Exercise brief. Make an exact copy of the entries, and keep any pictures out of it.

Source material.

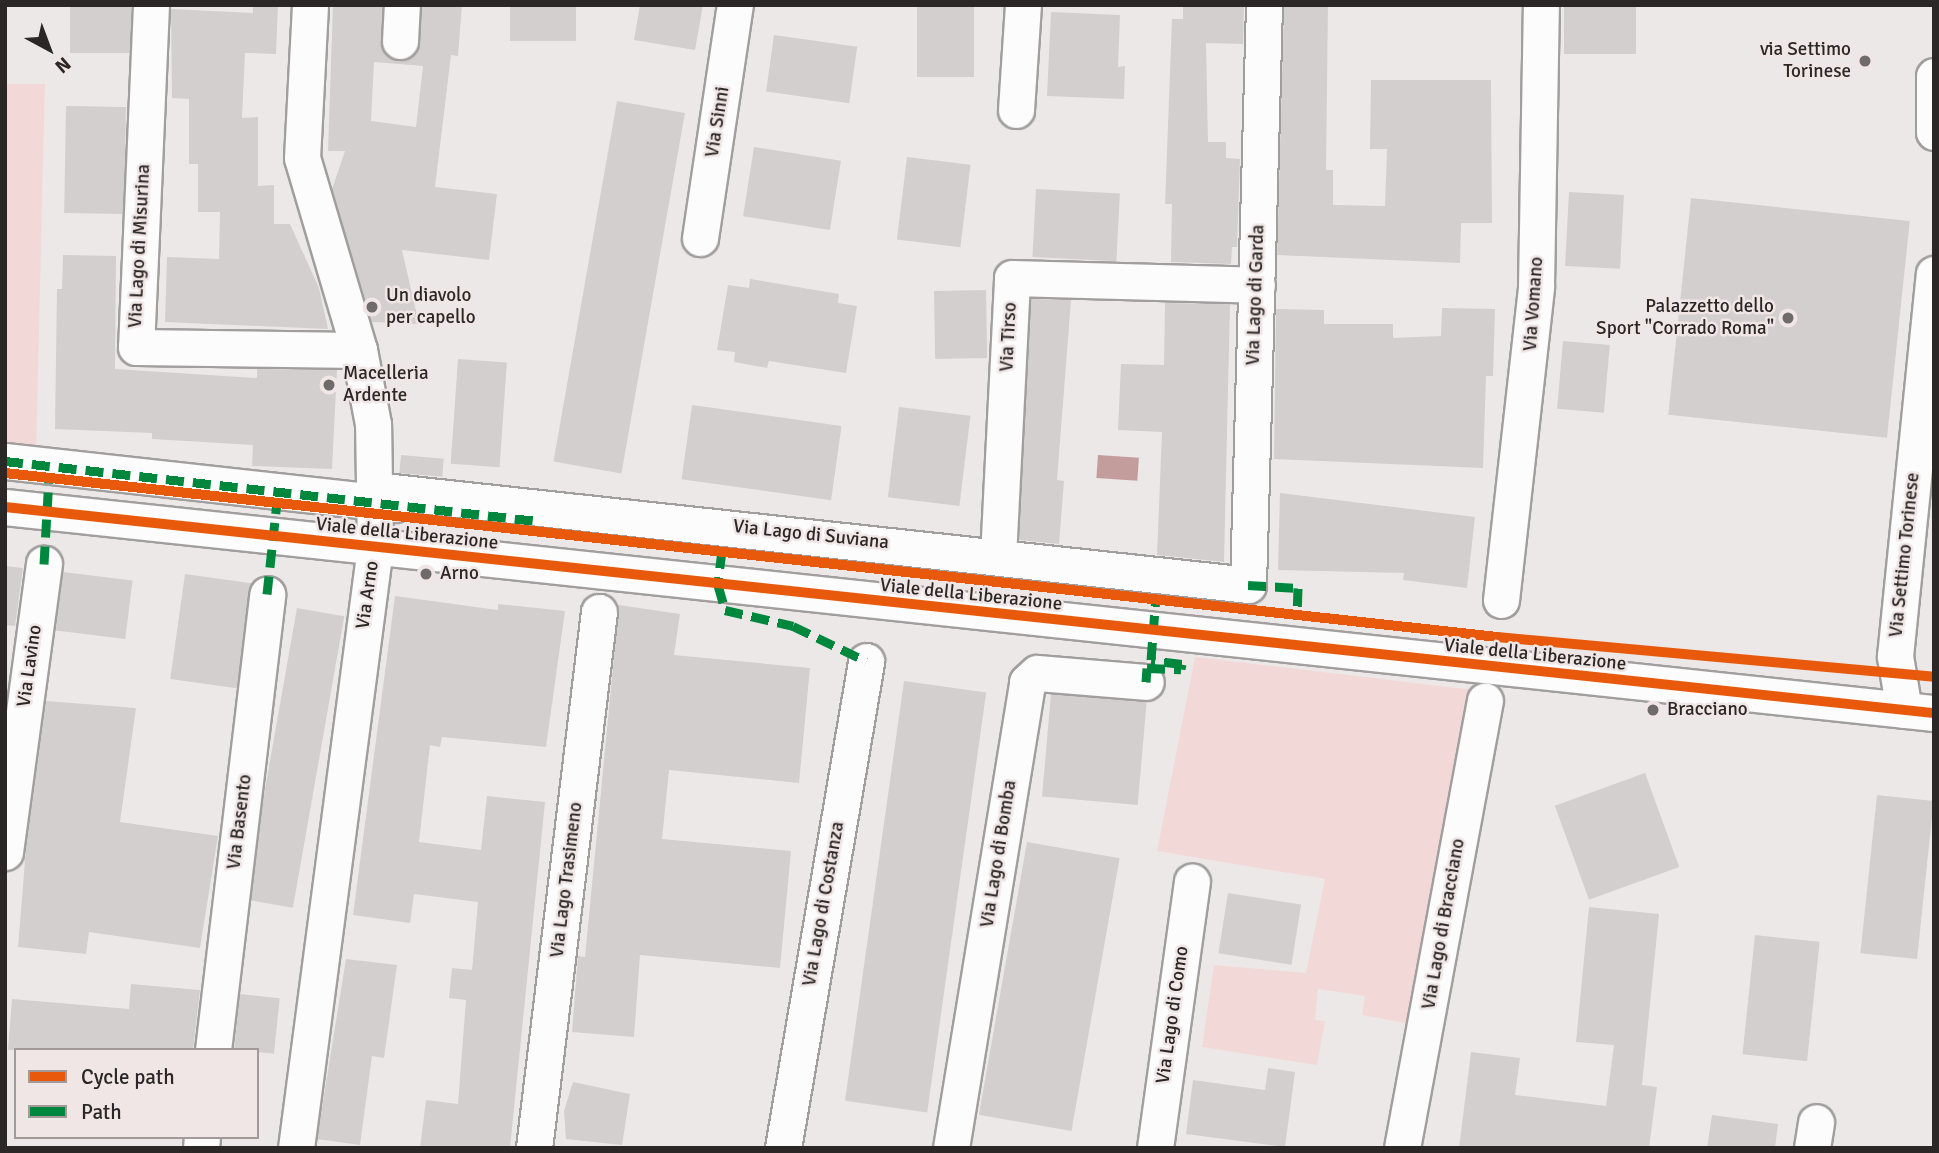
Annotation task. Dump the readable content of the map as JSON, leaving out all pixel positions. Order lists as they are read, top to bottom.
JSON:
{
  "streets": {
    "street": [
      "Via Sinni",
      "Via Lago di Misurina",
      "Via Lago di Garda",
      "Via Vomano",
      "Via Tirso",
      "Viale della Liberazione",
      "Via Lago di Suviana",
      "Via Settimo Torinese",
      "Via Arno",
      "Via Lavino",
      "Via Basento",
      "Via Lago di Bomba",
      "Via Lago Trasimeno",
      "Via Lago di Costanza",
      "Via Lago di Bracciano",
      "Via Lago di Como"
    ]
  },
  "crossings": [
    ["Via Lago di Misurina", "Via Arno"],
    ["Via Lago di Garda", "Via Tirso"],
    ["Via Lago di Garda", "Via Lago di Suviana"],
    ["Via Tirso", "Via Lago di Suviana"],
    ["Viale della Liberazione", "Via Lago di Suviana"],
    ["Viale della Liberazione", "Via Settimo Torinese"],
    ["Viale della Liberazione", "Via Arno"],
    ["Via Lago di Suviana", "Via Arno"]
  ],
  "places": [
    "via Settimo Torinese",
    "Un diavolo per capello",
    "Palazzetto dello Sport \"Corrado Roma\"",
    "Macelleria Ardente",
    "Arno",
    "Bracciano"
  ],
  "legend": ["Cycle path", "Path"],
  "north": "bottom right"
}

The completed task.
Annotation task. Dump the readable content of the map as JSON, leaving out all pixel positions. Order lists as they are read, top to bottom.
JSON:
{
  "streets": {
    "street": [
      "Via Sinni",
      "Via Lago di Misurina",
      "Via Lago di Garda",
      "Via Vomano",
      "Via Tirso",
      "Viale della Liberazione",
      "Via Lago di Suviana",
      "Via Settimo Torinese",
      "Via Arno",
      "Via Lavino",
      "Via Basento",
      "Via Lago di Bomba",
      "Via Lago Trasimeno",
      "Via Lago di Costanza",
      "Via Lago di Bracciano",
      "Via Lago di Como"
    ]
  },
  "crossings": [
    ["Via Lago di Misurina", "Via Arno"],
    ["Via Lago di Garda", "Via Tirso"],
    ["Via Lago di Garda", "Via Lago di Suviana"],
    ["Via Tirso", "Via Lago di Suviana"],
    ["Viale della Liberazione", "Via Lago di Suviana"],
    ["Viale della Liberazione", "Via Settimo Torinese"],
    ["Viale della Liberazione", "Via Arno"],
    ["Via Lago di Suviana", "Via Arno"]
  ],
  "places": [
    "via Settimo Torinese",
    "Un diavolo per capello",
    "Palazzetto dello Sport \"Corrado Roma\"",
    "Macelleria Ardente",
    "Arno",
    "Bracciano"
  ],
  "legend": ["Cycle path", "Path"],
  "north": "bottom right"
}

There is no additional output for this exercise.